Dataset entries

* * *

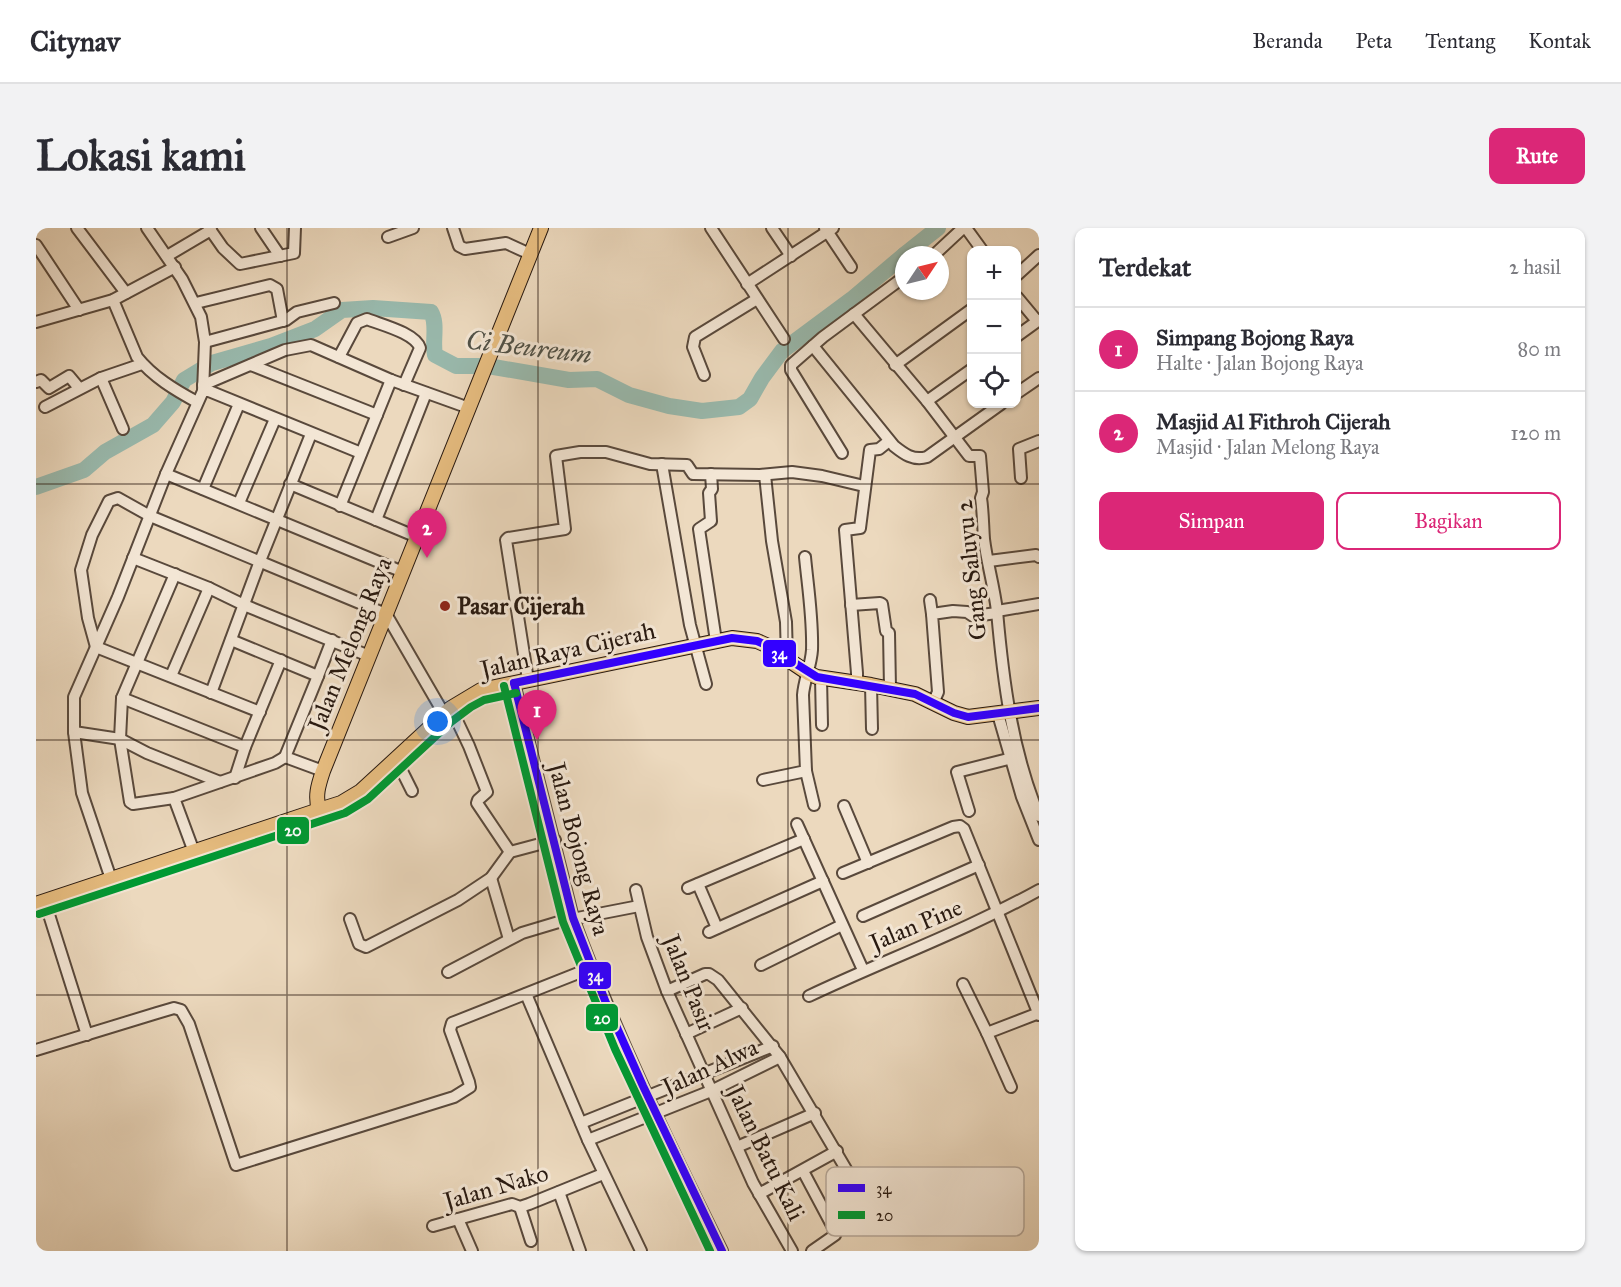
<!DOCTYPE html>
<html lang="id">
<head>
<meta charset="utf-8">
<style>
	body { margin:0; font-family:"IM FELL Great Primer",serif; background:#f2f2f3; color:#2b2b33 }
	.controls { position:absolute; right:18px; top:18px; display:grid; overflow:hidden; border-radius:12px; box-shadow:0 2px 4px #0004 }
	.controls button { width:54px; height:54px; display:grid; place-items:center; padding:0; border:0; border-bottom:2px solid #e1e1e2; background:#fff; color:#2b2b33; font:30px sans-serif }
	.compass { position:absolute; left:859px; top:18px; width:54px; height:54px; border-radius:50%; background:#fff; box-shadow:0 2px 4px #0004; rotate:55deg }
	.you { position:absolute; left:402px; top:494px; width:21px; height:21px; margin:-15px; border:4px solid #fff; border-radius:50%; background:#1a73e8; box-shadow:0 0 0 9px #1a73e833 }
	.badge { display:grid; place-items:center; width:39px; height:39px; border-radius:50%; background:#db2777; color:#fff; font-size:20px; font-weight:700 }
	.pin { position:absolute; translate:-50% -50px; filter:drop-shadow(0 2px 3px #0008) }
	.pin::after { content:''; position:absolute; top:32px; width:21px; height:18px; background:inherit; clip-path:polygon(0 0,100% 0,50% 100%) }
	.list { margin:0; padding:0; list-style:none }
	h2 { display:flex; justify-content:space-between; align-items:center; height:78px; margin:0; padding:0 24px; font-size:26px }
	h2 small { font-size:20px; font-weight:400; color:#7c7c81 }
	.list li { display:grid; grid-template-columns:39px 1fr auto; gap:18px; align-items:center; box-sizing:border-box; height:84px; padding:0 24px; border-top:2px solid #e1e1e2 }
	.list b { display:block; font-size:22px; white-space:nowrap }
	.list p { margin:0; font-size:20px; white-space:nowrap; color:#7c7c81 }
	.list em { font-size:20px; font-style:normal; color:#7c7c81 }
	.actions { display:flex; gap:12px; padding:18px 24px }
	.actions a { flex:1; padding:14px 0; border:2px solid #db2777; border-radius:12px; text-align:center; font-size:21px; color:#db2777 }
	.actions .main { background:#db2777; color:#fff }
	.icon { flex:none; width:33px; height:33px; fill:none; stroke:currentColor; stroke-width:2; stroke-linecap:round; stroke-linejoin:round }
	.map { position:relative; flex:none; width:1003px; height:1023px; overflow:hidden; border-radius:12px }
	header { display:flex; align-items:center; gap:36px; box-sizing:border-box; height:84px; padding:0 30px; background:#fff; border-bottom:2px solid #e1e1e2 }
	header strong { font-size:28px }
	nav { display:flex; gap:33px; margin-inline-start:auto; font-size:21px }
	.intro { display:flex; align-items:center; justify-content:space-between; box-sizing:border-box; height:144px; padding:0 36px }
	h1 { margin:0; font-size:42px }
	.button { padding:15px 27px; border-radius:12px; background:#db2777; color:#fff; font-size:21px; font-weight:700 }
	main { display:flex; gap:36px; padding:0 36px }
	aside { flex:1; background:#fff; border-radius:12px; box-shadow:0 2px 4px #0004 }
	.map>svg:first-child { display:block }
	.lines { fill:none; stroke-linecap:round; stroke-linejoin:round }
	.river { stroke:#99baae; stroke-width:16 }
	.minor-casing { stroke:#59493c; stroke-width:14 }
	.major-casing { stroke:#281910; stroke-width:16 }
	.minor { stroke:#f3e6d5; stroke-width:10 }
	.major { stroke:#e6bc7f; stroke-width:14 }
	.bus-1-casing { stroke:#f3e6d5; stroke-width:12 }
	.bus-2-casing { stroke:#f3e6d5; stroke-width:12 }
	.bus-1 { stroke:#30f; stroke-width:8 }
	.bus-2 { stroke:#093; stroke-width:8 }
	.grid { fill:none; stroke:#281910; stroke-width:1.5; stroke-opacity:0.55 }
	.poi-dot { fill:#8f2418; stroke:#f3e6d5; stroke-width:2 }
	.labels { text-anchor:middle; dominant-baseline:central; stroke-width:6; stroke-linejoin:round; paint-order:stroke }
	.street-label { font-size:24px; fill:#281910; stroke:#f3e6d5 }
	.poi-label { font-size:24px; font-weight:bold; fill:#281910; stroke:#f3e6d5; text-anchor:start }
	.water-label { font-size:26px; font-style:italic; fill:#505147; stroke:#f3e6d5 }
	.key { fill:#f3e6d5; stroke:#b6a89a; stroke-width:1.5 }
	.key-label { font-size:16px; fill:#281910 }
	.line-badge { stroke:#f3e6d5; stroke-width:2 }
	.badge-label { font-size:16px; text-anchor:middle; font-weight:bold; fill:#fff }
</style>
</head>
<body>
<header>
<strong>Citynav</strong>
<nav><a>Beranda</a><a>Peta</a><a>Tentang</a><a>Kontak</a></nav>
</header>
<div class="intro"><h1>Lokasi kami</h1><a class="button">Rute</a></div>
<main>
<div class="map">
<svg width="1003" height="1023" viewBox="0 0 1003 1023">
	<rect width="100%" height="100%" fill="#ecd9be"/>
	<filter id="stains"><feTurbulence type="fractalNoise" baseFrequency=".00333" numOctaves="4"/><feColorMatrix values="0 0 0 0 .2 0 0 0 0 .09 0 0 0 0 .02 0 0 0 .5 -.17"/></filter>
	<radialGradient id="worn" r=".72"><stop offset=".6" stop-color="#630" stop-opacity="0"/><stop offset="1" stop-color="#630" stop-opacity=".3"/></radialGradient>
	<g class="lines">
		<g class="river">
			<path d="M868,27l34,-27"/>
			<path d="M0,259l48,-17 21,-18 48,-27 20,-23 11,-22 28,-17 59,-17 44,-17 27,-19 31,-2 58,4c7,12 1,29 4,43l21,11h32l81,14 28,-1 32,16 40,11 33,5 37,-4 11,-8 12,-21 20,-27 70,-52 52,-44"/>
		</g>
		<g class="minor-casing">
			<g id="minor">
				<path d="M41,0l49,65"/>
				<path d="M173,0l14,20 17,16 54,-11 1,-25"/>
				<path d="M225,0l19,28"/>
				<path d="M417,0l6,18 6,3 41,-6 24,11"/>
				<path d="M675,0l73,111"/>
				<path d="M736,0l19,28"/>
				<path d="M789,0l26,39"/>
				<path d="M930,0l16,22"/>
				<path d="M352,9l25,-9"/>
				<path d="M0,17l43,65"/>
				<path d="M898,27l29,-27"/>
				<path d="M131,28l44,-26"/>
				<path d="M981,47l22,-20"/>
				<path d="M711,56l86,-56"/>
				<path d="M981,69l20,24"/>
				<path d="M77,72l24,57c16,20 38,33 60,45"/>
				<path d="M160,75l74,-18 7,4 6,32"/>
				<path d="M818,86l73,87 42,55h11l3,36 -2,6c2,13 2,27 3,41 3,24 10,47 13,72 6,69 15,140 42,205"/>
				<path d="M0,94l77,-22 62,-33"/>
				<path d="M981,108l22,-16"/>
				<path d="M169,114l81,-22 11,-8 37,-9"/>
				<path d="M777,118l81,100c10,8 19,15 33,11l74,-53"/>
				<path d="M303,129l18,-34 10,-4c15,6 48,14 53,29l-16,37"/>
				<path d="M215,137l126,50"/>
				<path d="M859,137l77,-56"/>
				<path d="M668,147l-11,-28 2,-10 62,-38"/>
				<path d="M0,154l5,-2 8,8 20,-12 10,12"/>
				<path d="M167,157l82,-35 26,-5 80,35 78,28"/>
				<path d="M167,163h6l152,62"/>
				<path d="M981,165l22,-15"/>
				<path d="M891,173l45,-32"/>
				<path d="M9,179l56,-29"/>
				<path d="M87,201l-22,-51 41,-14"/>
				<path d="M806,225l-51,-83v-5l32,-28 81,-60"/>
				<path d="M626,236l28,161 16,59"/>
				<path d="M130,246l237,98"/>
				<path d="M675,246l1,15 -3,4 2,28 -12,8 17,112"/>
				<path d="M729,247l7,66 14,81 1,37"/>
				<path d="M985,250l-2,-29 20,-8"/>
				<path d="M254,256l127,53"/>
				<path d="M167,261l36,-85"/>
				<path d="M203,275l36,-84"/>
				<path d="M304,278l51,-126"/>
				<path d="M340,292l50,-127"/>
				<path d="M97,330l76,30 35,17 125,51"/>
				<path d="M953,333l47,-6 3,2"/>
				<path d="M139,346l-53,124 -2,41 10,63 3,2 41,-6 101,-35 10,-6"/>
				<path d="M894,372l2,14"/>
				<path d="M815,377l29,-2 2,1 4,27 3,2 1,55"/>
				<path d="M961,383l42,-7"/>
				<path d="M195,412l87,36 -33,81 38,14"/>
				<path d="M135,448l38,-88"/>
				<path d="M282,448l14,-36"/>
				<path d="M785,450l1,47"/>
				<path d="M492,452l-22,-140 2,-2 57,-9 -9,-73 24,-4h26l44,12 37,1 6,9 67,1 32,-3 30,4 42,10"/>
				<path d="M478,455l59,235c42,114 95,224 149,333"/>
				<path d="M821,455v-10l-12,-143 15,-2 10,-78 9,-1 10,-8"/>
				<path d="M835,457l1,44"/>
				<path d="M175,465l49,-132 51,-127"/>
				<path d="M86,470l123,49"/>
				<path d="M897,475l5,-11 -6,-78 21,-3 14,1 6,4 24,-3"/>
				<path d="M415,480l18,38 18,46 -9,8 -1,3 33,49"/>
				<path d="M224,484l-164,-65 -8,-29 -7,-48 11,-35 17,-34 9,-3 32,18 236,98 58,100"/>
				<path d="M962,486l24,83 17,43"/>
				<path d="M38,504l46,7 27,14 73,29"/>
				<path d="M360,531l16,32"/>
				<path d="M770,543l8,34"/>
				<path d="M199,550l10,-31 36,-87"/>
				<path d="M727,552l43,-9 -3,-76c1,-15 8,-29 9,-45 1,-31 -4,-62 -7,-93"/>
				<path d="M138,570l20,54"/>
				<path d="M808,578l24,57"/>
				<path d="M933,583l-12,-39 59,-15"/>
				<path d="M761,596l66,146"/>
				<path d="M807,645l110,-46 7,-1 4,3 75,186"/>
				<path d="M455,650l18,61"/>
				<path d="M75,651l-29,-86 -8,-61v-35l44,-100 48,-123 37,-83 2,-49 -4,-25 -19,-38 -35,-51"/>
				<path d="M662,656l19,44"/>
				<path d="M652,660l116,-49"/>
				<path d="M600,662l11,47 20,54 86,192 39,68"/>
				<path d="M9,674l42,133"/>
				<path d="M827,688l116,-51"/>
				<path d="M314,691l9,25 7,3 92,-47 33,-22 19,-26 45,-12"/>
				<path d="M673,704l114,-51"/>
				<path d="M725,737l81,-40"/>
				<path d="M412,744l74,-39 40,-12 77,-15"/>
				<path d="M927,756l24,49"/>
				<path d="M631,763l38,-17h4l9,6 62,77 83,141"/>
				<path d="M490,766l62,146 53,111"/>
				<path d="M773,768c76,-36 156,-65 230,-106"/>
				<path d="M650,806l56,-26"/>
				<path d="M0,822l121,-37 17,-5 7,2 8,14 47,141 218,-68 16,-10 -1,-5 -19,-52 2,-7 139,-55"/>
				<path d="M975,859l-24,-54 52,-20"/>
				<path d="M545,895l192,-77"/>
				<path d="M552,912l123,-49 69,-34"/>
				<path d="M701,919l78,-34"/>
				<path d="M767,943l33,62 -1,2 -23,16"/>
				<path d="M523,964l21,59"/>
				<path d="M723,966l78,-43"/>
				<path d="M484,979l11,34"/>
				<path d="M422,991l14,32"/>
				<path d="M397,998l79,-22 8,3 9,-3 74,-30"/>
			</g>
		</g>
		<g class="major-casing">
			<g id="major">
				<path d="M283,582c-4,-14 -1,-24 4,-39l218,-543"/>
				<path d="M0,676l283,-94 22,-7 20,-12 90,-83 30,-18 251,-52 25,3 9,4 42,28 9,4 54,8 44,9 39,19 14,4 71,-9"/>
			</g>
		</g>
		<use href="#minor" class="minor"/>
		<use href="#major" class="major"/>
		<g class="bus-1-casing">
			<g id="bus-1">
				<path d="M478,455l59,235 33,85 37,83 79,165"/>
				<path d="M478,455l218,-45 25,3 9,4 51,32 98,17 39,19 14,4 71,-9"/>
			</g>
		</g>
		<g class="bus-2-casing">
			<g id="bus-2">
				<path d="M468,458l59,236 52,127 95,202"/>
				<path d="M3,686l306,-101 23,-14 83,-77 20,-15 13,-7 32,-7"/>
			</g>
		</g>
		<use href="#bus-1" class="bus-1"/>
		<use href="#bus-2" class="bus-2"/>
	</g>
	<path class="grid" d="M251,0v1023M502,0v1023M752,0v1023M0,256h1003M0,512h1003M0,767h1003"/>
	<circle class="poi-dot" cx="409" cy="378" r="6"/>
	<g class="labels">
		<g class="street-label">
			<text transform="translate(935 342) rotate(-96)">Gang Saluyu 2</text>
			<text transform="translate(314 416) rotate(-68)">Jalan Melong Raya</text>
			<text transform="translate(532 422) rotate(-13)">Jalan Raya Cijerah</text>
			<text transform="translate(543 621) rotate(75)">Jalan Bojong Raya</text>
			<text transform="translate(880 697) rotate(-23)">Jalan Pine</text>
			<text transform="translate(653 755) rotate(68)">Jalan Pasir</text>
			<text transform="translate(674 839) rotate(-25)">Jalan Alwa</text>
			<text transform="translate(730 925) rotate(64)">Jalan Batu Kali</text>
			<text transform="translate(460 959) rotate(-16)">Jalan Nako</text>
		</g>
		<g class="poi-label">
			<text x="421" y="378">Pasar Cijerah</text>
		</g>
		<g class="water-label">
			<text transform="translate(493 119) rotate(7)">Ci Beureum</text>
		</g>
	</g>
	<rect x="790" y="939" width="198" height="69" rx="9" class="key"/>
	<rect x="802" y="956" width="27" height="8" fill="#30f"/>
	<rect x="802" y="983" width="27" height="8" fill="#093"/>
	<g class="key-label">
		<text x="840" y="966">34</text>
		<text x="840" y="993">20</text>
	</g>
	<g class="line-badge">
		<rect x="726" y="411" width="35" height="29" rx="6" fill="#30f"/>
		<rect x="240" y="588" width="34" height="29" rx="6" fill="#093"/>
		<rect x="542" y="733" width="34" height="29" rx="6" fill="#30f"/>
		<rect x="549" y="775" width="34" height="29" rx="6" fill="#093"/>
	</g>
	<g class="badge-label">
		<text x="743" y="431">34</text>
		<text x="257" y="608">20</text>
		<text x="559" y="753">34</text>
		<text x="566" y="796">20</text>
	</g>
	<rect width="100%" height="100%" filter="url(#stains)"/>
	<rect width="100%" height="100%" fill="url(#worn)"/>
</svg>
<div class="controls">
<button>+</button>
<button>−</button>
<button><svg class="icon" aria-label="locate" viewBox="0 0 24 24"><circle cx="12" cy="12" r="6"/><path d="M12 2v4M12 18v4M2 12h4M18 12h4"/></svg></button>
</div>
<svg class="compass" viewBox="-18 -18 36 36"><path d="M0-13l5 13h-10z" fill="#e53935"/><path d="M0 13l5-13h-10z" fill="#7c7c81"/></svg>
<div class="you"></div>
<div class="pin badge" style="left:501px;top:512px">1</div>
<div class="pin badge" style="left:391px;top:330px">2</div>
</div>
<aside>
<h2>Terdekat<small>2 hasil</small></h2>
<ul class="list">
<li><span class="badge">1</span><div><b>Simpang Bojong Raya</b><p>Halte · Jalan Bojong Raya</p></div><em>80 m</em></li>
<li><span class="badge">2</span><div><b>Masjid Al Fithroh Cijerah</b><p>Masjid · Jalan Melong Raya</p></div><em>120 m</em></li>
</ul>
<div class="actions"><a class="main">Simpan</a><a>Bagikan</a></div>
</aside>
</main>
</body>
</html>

* * *

_WHAT THE TASK ASKS_
In the entries above, find the line holding "display:grid; grid-template-columns:39px 1fr" and the line holding "margin:0; font-size:20px; white-space:nowrap;"; print both of them and every line between, exactly, and nothing else.

_REPLY_
	.list li { display:grid; grid-template-columns:39px 1fr auto; gap:18px; align-items:center; box-sizing:border-box; height:84px; padding:0 24px; border-top:2px solid #e1e1e2 }
	.list b { display:block; font-size:22px; white-space:nowrap }
	.list p { margin:0; font-size:20px; white-space:nowrap; color:#7c7c81 }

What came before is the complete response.